数年前、胆石症状が出て、死ぬ思いをしたのは、近場の間違った祐気採りの直後であり、午前2時東大の救急窓口にはこびこまれた。「手術をする」と言うのを断り、それ以来、海外はじめ、国内で10数回激痛に襲われ、それでも手術をさけて、これまで、どうにかやってきた。
実家の義母の入院で、京都に帰っているカミさんに、昨夕、危ないかも知れないと、念のため、連絡はいれておいたが。
痛みがはしまると、現金なもので、神頼みが始まる。まず、自分のこれまでの生活態度を反省する。
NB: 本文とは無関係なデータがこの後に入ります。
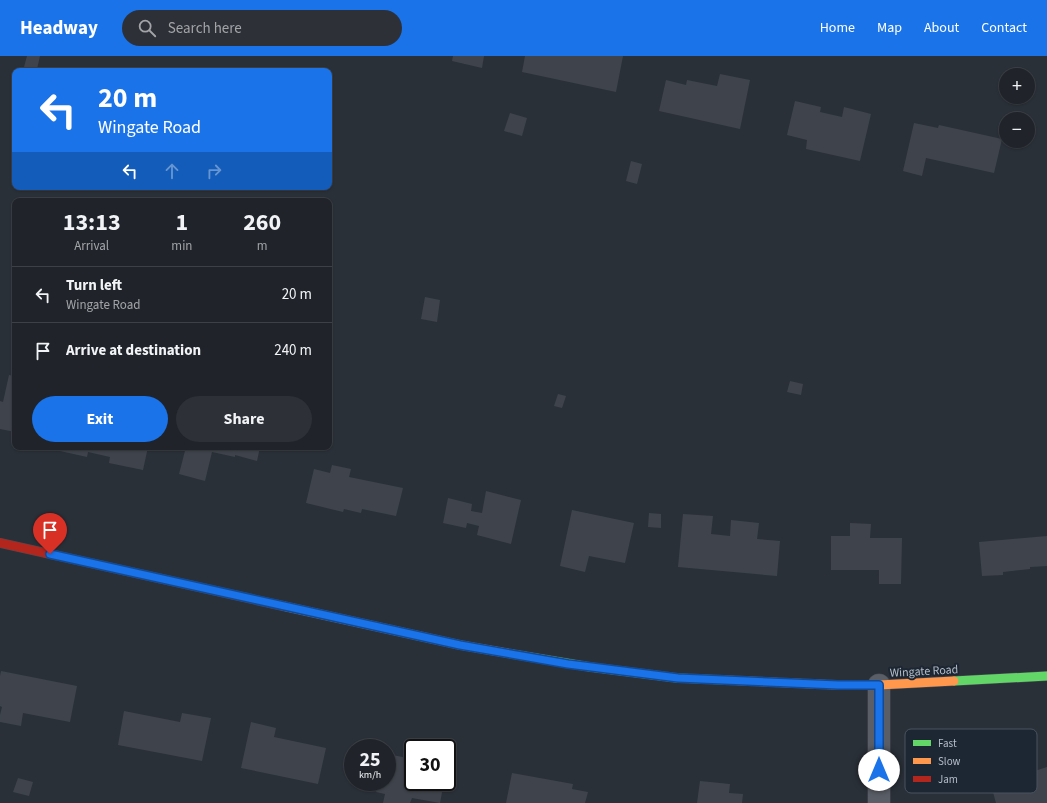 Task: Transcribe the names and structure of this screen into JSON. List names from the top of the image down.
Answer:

わがここのなかの閻魔大王サマの前で、告白。お酒の飲み過ぎ、ストレス。コレステロールの多い食生活と、とくに大好きなピーナッツ、クルミ、アーモンド、コーヒー、
不規則な食生活。適切な運動不足。
これらをならべ、今後は、気をつけます。ごめんなさい!おゆるしを!と平身低頭する。
「わかった!わかった!お前を不幸にするために、こらしめているんじゃない。お前を成り立たせているセル(細胞)たちが、悲鳴をあげているからじゃ。それに気づかねば、手術することになる。仏の顔も三度まで、というが、お前はいったい十数回もお慈悲をもらっているぞ」
ハハァーと私は額を床にこすり付けて、反省し、感謝し、おのれを慈しむことを、また、誓うのでした。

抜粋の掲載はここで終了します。